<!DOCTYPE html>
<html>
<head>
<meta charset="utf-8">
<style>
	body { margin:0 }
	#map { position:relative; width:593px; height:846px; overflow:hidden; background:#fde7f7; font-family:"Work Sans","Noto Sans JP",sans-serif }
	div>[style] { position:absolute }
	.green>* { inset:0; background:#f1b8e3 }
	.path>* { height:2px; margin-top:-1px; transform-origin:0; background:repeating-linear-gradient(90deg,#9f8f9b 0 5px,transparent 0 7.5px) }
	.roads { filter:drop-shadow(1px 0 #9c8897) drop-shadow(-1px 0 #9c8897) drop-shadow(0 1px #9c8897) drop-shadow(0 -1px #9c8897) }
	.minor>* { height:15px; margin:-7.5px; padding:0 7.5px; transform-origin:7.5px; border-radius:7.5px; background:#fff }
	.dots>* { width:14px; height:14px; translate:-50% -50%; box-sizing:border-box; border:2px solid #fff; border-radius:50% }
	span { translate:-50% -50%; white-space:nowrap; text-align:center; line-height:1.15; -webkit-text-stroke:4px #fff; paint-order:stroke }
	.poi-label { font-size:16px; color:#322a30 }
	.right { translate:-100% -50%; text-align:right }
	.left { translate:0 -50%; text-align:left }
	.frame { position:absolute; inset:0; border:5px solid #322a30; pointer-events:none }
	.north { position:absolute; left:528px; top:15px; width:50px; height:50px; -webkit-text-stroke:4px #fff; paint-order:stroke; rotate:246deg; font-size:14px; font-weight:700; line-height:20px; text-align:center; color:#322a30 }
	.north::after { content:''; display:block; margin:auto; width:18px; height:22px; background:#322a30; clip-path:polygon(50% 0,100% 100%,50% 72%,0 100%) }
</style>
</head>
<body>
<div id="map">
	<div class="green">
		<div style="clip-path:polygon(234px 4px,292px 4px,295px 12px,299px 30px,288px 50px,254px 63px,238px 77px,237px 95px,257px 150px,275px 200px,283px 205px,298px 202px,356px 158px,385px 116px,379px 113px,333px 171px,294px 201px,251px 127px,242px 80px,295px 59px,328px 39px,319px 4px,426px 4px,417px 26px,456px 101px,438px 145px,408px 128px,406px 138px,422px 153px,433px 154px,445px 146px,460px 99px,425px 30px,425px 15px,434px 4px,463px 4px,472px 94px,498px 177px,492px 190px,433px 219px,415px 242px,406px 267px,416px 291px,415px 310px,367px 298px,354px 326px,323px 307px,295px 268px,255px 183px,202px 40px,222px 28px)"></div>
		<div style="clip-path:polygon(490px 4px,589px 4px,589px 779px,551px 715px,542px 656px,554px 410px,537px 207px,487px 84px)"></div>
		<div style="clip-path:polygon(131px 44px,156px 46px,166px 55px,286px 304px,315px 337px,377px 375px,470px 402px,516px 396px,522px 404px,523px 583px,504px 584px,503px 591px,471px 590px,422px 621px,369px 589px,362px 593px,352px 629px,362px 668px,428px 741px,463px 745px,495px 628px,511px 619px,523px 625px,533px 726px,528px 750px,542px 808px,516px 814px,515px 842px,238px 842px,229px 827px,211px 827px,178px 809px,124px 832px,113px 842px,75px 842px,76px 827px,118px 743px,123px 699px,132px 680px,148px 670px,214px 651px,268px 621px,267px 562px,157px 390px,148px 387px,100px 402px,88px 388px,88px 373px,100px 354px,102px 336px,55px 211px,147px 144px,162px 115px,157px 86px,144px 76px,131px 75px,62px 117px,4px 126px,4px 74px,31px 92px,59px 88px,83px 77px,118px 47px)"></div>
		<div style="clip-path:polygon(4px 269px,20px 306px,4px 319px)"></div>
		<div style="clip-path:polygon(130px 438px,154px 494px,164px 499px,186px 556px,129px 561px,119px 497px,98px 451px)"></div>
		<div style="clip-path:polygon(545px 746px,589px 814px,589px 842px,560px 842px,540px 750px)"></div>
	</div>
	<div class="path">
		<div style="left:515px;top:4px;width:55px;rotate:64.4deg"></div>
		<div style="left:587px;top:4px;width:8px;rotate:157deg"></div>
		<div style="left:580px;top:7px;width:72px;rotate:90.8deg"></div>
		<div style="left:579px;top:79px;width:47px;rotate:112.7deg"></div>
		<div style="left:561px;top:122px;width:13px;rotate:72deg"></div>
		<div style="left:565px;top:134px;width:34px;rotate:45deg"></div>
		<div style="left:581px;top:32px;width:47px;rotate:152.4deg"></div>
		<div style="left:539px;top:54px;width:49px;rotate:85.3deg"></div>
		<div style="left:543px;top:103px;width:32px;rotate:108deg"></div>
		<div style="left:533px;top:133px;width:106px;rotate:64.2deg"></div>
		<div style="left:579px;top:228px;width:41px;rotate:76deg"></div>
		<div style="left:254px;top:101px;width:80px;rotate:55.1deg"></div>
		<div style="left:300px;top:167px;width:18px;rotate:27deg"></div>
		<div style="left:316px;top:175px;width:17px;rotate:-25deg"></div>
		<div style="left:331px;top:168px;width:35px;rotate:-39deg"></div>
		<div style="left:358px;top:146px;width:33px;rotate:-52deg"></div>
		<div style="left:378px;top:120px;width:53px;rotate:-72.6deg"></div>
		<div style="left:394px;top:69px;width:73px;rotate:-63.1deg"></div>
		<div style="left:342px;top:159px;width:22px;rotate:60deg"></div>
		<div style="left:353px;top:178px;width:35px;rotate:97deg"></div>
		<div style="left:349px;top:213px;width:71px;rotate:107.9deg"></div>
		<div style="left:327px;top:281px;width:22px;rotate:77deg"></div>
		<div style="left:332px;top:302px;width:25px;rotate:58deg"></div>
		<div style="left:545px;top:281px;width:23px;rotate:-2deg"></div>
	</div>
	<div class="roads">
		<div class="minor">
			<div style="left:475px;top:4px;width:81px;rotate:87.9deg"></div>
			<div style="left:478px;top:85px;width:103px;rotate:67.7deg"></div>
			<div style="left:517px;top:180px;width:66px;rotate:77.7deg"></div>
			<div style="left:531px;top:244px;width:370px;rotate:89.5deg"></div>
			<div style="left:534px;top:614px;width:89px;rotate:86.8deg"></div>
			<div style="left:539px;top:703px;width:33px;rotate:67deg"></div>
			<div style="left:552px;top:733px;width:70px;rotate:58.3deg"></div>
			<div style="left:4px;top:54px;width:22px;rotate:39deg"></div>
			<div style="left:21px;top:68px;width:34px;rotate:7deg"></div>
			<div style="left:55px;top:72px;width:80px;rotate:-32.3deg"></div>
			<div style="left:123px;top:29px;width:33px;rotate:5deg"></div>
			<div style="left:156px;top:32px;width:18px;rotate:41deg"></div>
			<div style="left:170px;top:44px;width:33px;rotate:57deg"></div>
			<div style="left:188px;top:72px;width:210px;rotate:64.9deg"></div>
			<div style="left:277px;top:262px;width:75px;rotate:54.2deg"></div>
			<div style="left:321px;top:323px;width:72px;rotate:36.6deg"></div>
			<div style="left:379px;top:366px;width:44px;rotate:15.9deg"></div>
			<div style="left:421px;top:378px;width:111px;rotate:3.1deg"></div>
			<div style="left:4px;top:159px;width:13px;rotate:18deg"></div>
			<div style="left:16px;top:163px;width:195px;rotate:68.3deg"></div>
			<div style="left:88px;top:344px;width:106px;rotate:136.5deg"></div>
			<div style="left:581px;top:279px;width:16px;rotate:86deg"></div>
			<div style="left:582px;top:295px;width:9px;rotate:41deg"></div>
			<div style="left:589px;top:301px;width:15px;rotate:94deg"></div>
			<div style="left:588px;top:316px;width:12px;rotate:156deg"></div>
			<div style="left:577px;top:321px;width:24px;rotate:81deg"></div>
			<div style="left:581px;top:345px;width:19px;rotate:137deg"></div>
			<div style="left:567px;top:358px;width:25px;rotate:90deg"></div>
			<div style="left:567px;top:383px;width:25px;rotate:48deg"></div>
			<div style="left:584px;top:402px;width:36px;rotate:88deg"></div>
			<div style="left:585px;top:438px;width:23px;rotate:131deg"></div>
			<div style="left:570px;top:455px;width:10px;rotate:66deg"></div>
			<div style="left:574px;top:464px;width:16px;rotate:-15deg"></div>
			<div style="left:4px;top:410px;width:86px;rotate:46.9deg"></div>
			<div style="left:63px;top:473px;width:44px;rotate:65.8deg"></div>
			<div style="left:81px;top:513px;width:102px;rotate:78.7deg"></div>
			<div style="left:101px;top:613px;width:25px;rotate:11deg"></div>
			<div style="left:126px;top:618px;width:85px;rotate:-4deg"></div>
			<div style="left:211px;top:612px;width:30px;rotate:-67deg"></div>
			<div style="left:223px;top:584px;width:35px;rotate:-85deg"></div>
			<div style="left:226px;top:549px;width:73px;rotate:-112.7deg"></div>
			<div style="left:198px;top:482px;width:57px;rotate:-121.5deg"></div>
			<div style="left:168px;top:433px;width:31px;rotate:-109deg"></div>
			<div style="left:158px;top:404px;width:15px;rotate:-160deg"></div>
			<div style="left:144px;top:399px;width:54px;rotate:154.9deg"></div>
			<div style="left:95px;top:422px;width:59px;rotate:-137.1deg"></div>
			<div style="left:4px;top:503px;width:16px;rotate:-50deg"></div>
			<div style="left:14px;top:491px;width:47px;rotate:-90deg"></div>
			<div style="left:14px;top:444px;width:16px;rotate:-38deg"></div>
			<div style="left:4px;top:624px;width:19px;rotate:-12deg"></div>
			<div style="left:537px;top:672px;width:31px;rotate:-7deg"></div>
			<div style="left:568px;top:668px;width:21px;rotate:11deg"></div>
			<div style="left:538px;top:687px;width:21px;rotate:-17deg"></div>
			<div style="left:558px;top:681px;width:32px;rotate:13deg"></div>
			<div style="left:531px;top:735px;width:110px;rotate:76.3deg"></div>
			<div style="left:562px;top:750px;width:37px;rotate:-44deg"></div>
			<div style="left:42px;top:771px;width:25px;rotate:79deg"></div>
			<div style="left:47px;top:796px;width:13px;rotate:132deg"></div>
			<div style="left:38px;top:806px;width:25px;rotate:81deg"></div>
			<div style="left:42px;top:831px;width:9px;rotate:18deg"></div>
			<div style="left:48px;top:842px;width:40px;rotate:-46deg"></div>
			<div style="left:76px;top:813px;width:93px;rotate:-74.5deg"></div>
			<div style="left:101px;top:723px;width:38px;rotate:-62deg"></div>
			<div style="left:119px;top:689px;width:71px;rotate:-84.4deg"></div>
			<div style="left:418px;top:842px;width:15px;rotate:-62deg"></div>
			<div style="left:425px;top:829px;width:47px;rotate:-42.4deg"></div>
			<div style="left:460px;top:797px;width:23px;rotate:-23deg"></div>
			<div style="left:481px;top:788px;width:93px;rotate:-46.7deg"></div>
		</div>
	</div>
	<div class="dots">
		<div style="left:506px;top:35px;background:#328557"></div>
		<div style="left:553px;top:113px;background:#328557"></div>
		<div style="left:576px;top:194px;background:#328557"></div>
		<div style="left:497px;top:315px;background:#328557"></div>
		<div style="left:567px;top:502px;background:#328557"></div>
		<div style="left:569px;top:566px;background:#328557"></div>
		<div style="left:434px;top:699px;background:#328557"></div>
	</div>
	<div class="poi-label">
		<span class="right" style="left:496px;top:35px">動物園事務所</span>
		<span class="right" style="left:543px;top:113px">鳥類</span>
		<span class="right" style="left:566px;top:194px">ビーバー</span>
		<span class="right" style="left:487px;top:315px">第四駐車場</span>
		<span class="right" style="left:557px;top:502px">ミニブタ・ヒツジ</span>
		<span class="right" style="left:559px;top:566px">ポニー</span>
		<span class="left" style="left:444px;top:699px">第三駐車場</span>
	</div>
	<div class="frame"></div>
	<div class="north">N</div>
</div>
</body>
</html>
═══
Task brief -
Please find every line in the records above that holds the word "label" and copy it.

Output for this task -
	.poi-label { font-size:16px; color:#322a30 }
	<div class="poi-label">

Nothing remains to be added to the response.